This post is part of a larger series focused on exploring the fundamental principles of data visualization. Eventually, the collection may grow into something larger and more coherent. For now, each post simply picks up and plays with one idea related to how we represent data visually. Other posts in this series can be found using the Form to Data tag.
In a previous post, I explored the different tasks that we can accomplish using marks in visual communication. This post will take a closer look at how we make marks, and how different mark properties can be used to encode information. Jacques Bertin cataloged the different visual variables available to designers in his 1967 book, Semiologie Graphique (The Semiology of Graphics).
We can create relationships between marks by changing their position; marks close to one another will appear to be related. This is often used to create groups or establish a sequence.
Changing how dark or light an object is drawn makes it seem more or less important than the others.

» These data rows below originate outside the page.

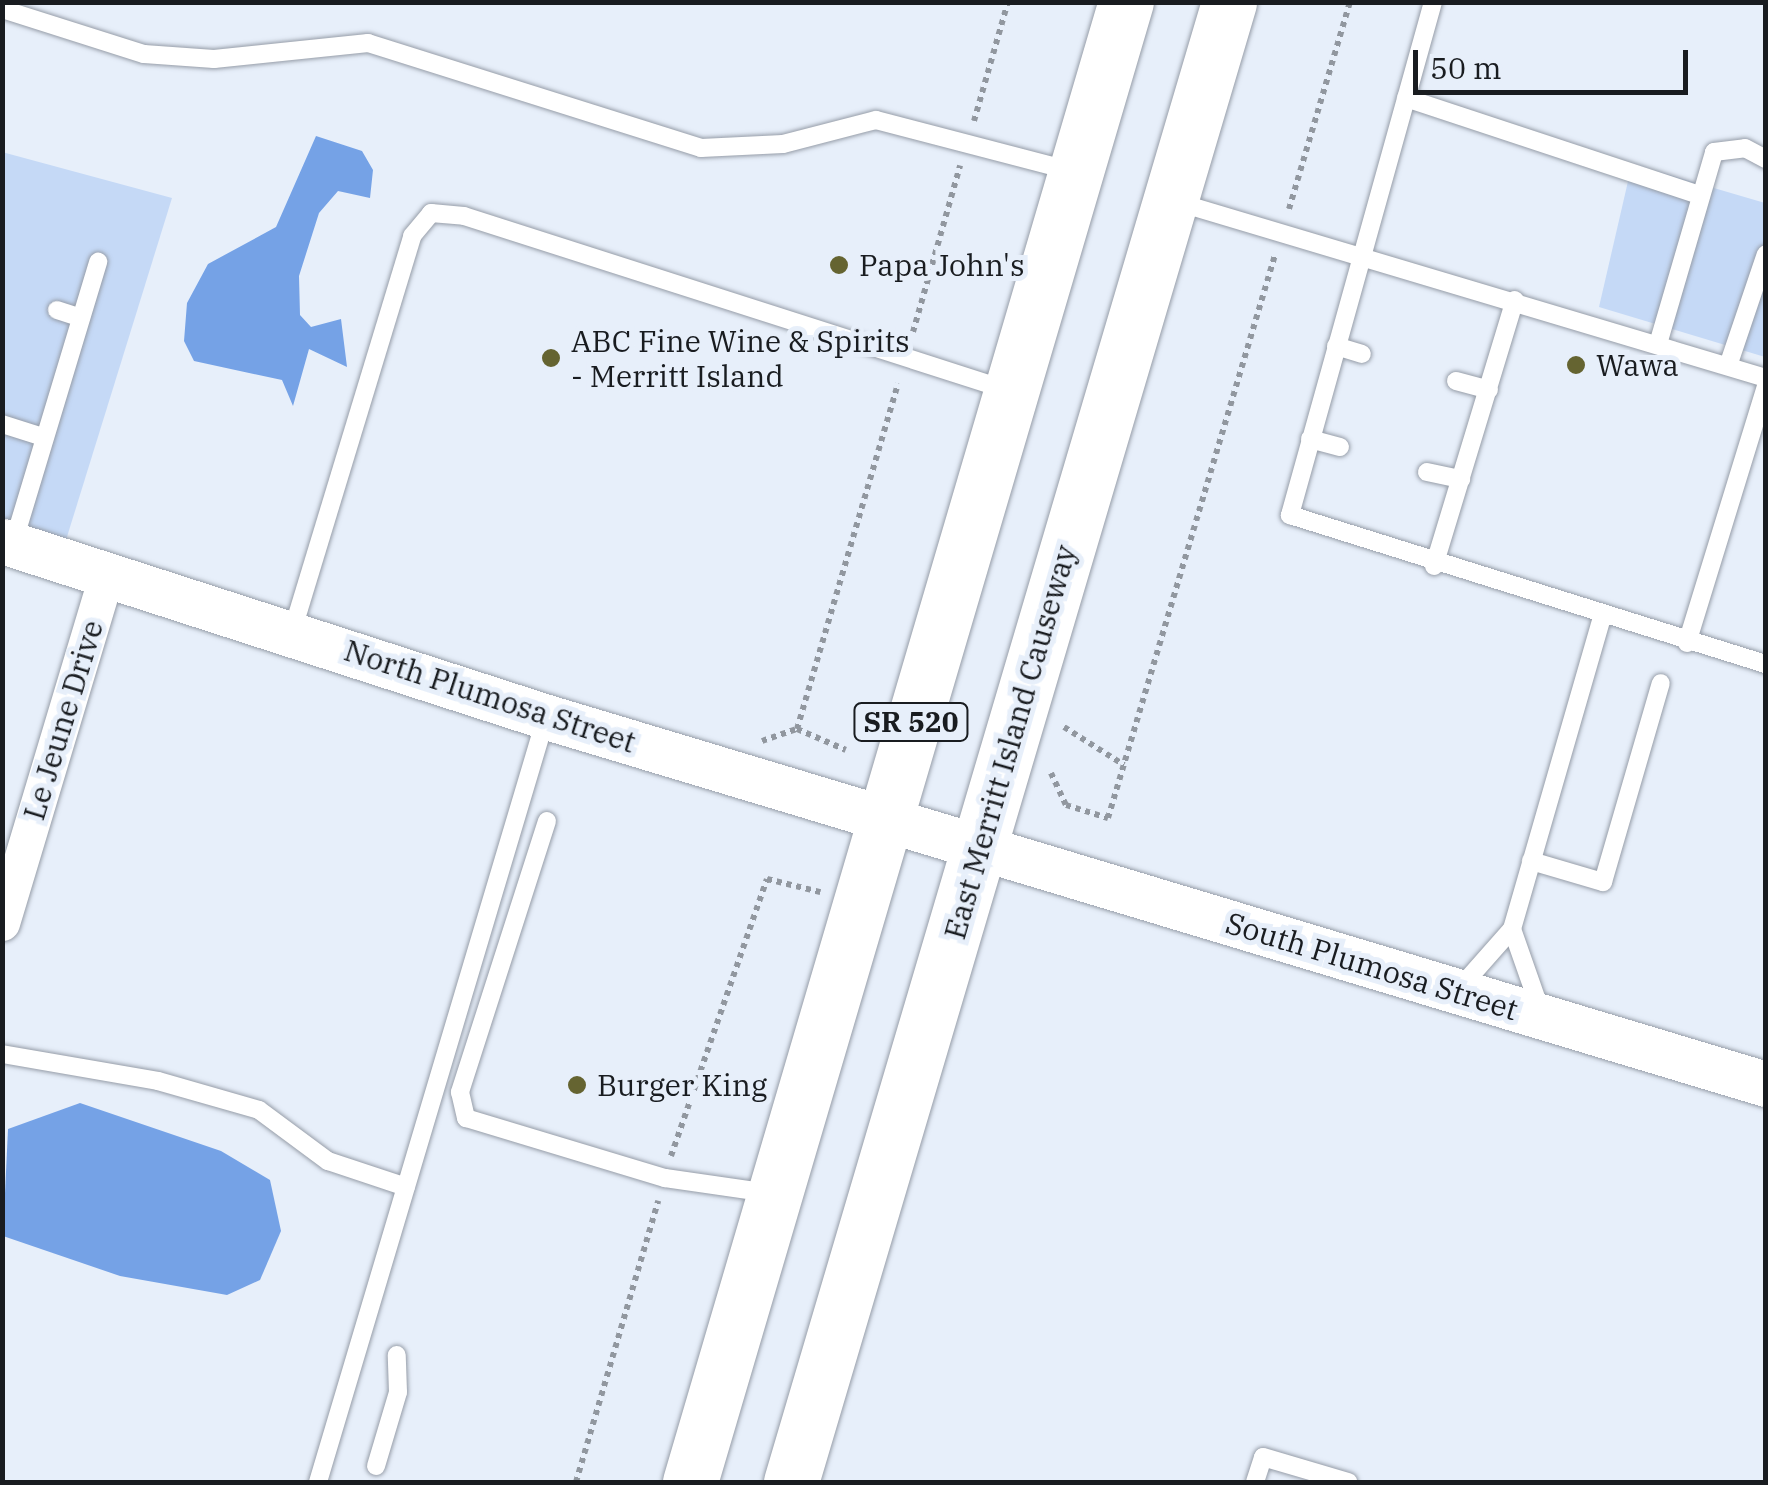 <!DOCTYPE html>
<html>
<head>
<meta charset="utf-8">
<style>
	body { margin:0 }
	#map { position:relative; width:1768px; height:1485px; overflow:hidden; background:#e7effa; font-family:"IBM Plex Serif",serif }
	div>[style] { position:absolute }
	.green>* { inset:0; background:#c5d9f6 }
	.water>* { inset:0; background:#75a2e6 }
	.path>* { height:6px; margin-top:-3px; transform-origin:0; background:repeating-linear-gradient(90deg,#91979f 0 5px,transparent 0 10px) }
	.roads { filter:drop-shadow(0 0 2px #969da8) drop-shadow(0 0 2px #969da8) }
	.service>* { height:18px; margin:-9px; padding:0 9px; transform-origin:9px; border-radius:9px; background:#fff }
	.minor>* { height:35px; margin:-17.5px; padding:0 17.5px; transform-origin:17.5px; border-radius:17.5px; background:#fff }
	.tertiary>* { height:45px; margin:-22.5px; padding:0 22.5px; transform-origin:22.5px; border-radius:22.5px; background:#fff }
	.primary>* { height:55px; margin:-27.5px; padding:0 27.5px; transform-origin:27.5px; border-radius:27.5px; background:#fff }
	.dots>* { width:28px; height:28px; translate:-50% -50%; box-sizing:border-box; border:5px solid #e7effa; border-radius:50% }
	span { translate:-50% -50%; white-space:nowrap; text-align:center; line-height:1.15; -webkit-text-stroke:10px #e7effa; paint-order:stroke }
	.shield-label span { padding:2px 8px; background:#e7effa; border:2px solid; border-radius:8px; -webkit-text-stroke-width:0 }
	.shield-label { font-size:28px; color:#191c20; font-weight:700 }
	.poi-label { font-size:30px; color:#191c20 }
	.left { translate:0 -50%; text-align:left }
	.street-label { font-size:30px; color:#191c20 }
	.frame { position:absolute; inset:0; border:5px solid #191c20; pointer-events:none }
	.scale { position:absolute; left:1413px; top:50px; width:275px; height:45px; box-sizing:border-box; border:5px solid #191c20; border-top:0; padding-left:12px; font-size:30px; line-height:35px; white-space:nowrap; color:#191c20; -webkit-text-stroke:8px #e7effa; paint-order:stroke }
</style>
</head>
<body>
<div id="map">
	<div class="green">
		<i style="clip-path:polygon(2px 152px,172px 198px,66px 540px,3px 520px)"></i>
		<i style="clip-path:polygon(1632px 164px,1765px 203px,1765px 357px,1599px 307px)"></i>
	</div>
	<div class="water">
		<i style="clip-path:polygon(316px 136px,362px 151px,373px 170px,370px 198px,338px 191px,319px 213px,299px 276px,300px 315px,311px 327px,341px 319px,347px 367px,309px 349px,293px 406px,282px 380px,194px 361px,184px 341px,187px 303px,208px 264px,276px 227px)"></i>
		<i style="clip-path:polygon(80px 1103px,221px 1151px,270px 1180px,281px 1231px,260px 1280px,227px 1295px,120px 1276px,3px 1236px,8px 1129px)"></i>
	</div>
	<div class="path">
		<i style="left:974px;top:121px;width:124px;rotate:-74.1deg"></i>
		<i style="left:1289px;top:209px;width:216px;rotate:-73.6deg"></i>
		<i style="left:913px;top:332px;width:173px;rotate:-74.2deg"></i>
		<i style="left:1064px;top:727px;width:71px;rotate:32.3deg"></i>
		<i style="left:797px;top:729px;width:53px;rotate:23.2deg"></i>
		<i style="left:762px;top:741px;width:37px;rotate:-19deg"></i>
		<i style="left:797px;top:729px;width:360px;rotate:-73.7deg"></i>
		<i style="left:1051px;top:773px;width:35px;rotate:65deg"></i>
		<i style="left:1066px;top:805px;width:44px;rotate:17.2deg"></i>
		<i style="left:1108px;top:818px;width:587px;rotate:-73.48deg"></i>
		<i style="left:671px;top:1156px;width:293px;rotate:-70.9deg"></i>
		<i style="left:767px;top:879px;width:55px;rotate:13.8deg"></i>
		<i style="left:576px;top:1482px;width:293px;rotate:-73.7deg"></i>
	</div>
	<div class="roads">
		<div class="service">
			<i style="left:1433px;top:2px;width:533px;rotate:105.58deg"></i>
			<i style="left:1290px;top:515px;width:499px;rotate:17.4deg"></i>
			<i style="left:2px;top:9px;width:149px;rotate:17.6deg"></i>
			<i style="left:144px;top:54px;width:70px;rotate:4.1deg"></i>
			<i style="left:214px;top:59px;width:155px;rotate:-5.9deg"></i>
			<i style="left:368px;top:43px;width:349px;rotate:17.5deg"></i>
			<i style="left:701px;top:148px;width:82px;rotate:-2.8deg"></i>
			<i style="left:783px;top:144px;width:96px;rotate:-14.5deg"></i>
			<i style="left:876px;top:120px;width:203px;rotate:14.6deg"></i>
			<i style="left:1406px;top:98px;width:309px;rotate:18.3deg"></i>
			<i style="left:1177px;top:202px;width:615px;rotate:16.64deg"></i>
			<i style="left:57px;top:310px;width:25px;rotate:18deg"></i>
			<i style="left:1658px;top:344px;width:200px;rotate:-73.7deg"></i>
			<i style="left:1714px;top:152px;width:31px;rotate:-7deg"></i>
			<i style="left:1745px;top:148px;width:24px;rotate:28deg"></i>
			<i style="left:1336px;top:346px;width:27px;rotate:17deg"></i>
			<i style="left:1728px;top:366px;width:118px;rotate:-71.3deg"></i>
			<i style="left:1456px;top:381px;width:34px;rotate:15deg"></i>
			<i style="left:2px;top:424px;width:43px;rotate:17.6deg"></i>
			<i style="left:1310px;top:439px;width:31px;rotate:15deg"></i>
			<i style="left:1427px;top:472px;width:35px;rotate:12deg"></i>
			<i style="left:13px;top:544px;width:295px;rotate:-73.2deg"></i>
			<i style="left:1434px;top:566px;width:278px;rotate:-73.1deg"></i>
			<i style="left:292px;top:632px;width:414px;rotate:-73.1deg"></i>
			<i style="left:412px;top:236px;width:30px;rotate:-50deg"></i>
			<i style="left:431px;top:213px;width:33px;rotate:5deg"></i>
			<i style="left:464px;top:216px;width:567px;rotate:17.76deg"></i>
			<i style="left:1687px;top:643px;width:269px;rotate:-72.9deg"></i>
			<i style="left:547px;top:821px;width:285px;rotate:107.8deg"></i>
			<i style="left:460px;top:1092px;width:27px;rotate:77deg"></i>
			<i style="left:466px;top:1118px;width:208px;rotate:16.8deg"></i>
			<i style="left:665px;top:1178px;width:105px;rotate:8.2deg"></i>
			<i style="left:1531px;top:861px;width:75px;rotate:16.3deg"></i>
			<i style="left:1603px;top:882px;width:207px;rotate:-73.8deg"></i>
			<i style="left:1512px;top:929px;width:324px;rotate:-73.9deg"></i>
			<i style="left:1458px;top:990px;width:81px;rotate:-48.5deg"></i>
			<i style="left:1512px;top:929px;width:88px;rotate:70.7deg"></i>
			<i style="left:2px;top:1054px;width:158px;rotate:9.8deg"></i>
			<i style="left:158px;top:1081px;width:105px;rotate:16deg"></i>
			<i style="left:259px;top:1110px;width:86px;rotate:36.5deg"></i>
			<i style="left:328px;top:1161px;width:82px;rotate:18.4deg"></i>
			<i style="left:376px;top:1466px;width:77px;rotate:-73.4deg"></i>
			<i style="left:398px;top:1392px;width:37px;rotate:-92deg"></i>
			<i style="left:318px;top:1482px;width:798px;rotate:-73.4deg"></i>
			<i style="left:1255px;top:1482px;width:26px;rotate:-72deg"></i>
			<i style="left:1263px;top:1457px;width:89px;rotate:16.4deg"></i>
		</div>
		<div class="minor">
			<i style="left:2px;top:923px;width:364px;rotate:-73.3deg"></i>
		</div>
		<div class="tertiary">
			<i style="left:2px;top:541px;width:573px;rotate:17.9deg"></i>
			<i style="left:547px;top:717px;width:1273px;rotate:16.76deg"></i>
		</div>
		<div class="primary">
			<i style="left:690px;top:1482px;width:1543px;rotate:-73.59deg"></i>
			<i style="left:791px;top:1482px;width:1543px;rotate:-73.51deg"></i>
		</div>
	</div>
	<div class="dots">
		<i style="left:839px;top:265px;background:#656431"></i>
		<i style="left:551px;top:358px;background:#656431"></i>
		<i style="left:1576px;top:365px;background:#656431"></i>
		<i style="left:577px;top:1085px;background:#656431"></i>
	</div>
	<div class="shield-label">
		<span style="left:911px;top:722px">SR 520</span>
	</div>
	<div class="poi-label">
		<span class="left" style="left:859px;top:265px">Papa John's</span>
		<span class="left" style="left:571px;top:358px">ABC Fine Wine &amp; Spirits<br>- Merritt Island</span>
		<span class="left" style="left:1596px;top:365px">Wawa</span>
		<span class="left" style="left:597px;top:1085px">Burger King</span>
	</div>
	<div class="street-label">
		<span style="left:490px;top:696px;rotate:18deg">North Plumosa Street</span>
		<span style="left:63px;top:720px;rotate:-73deg">Le Jeune Drive</span>
		<span style="left:1010px;top:742px;rotate:-74deg">East Merritt Island Causeway</span>
		<span style="left:1372px;top:966px;rotate:17deg">South Plumosa Street</span>
	</div>
	<div class="frame"></div>
	<div class="scale">50 m</div>
</div>
</body>
</html>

Objects that are aligned with one another appear to be grouped together.
The examples above focus on how visual variables can be used to distinguish one (or more) objects from the rest of the group. Even though all of the visual variables are applied to the same task, we tend to interpret the results in different ways. Quantitative visual variables usually function as modifiers that add information about an object without changing what it is: a big circle is still a circle. Categorical visual variables change how we define the object itself, and are best for creating groups based on shared identity: a circle is one kind of object, and a star is another kind altogether. Some variables can play either or both roles, depending on the situation.
Size and value work best to encode quantitative values (numbers), while shape, texture, and hue are most effective at conveying identity (categories). Position can be used in either way; it can indicate a quantitative value when compared against an external reference, or it can simply be a way of arranging objects into groups based on shared identity. Visualizations work best when there is a good match between how people naturally interpret a visual variable and the kind of data that we encode with it.
More advanced visualizations require more intricate groupings, and so we might choose to combine visual variables in different ways to achieve the groupings that we want. As we saw with the Gestalt principles, applying visual variables in ways that reinforce their meaning creates clearer visualizations than encodings that create contradiction or competition between variables.
In the image below, shape is used to encode two different categories of object: circles and squares. The following image uses color to reinforce the shape encoding: it adds emphasis, but does not change the meaning of the original encoding.
The next image uses color to encode a different grouping in addition to shape: there are green items and purple items, and some of each color are circles while others are squares. There are times when this kind of multi-grouping is necessary, but it makes the visualization much harder to read. Because shape and hue are both very strong identity indicators, they fight for dominance and make it difficult to read the chart. (A similar thing happened when we used position and value to contradict each other in the Gestalt principles post.)
Position is a weaker identity indicator, so it doesn’t conflict with the shape encoding as much. In the image below, there are clearly two groups, each of which contains one star. This works best when the position encoding is very extreme: the objects that are grouped together are much closer to each other than to anything else.
Adding order to the objects can help to reinforce the sense of intentional grouping, but it also creates an expectation of symmetry that is violated by the position of one star at the beginning and one star at the end of the row. Because the stars don’t follow our expectations, they draw a lot of attention and reduce our ability to focus on just the groups of items.
Rearranging the sequence makes the easiest comparison between groups: the stars come first and then the circles, making it very fast to compare similarities and differences between groups. Aligning the groups so that the stars line up also helps to increase the order and make the visualization easier to read. Now, the focus is back on comparing the two groups: the one on the top is the same as the one on the bottom, except that the bottom one has an extra circle at the end. This visualization effectively makes a single unit out of the first row. Because the grouping and symmetry are strong, it is effortless to see that the two stars and two circles line up, and all that is left is the extra circle in group 2. If our goal is simply to be able to compare the two groups, this is much easier to read than the purple and green examples above.
The strengths and weaknesses of the different visual variables and details about how to use them will be discussed in a future post.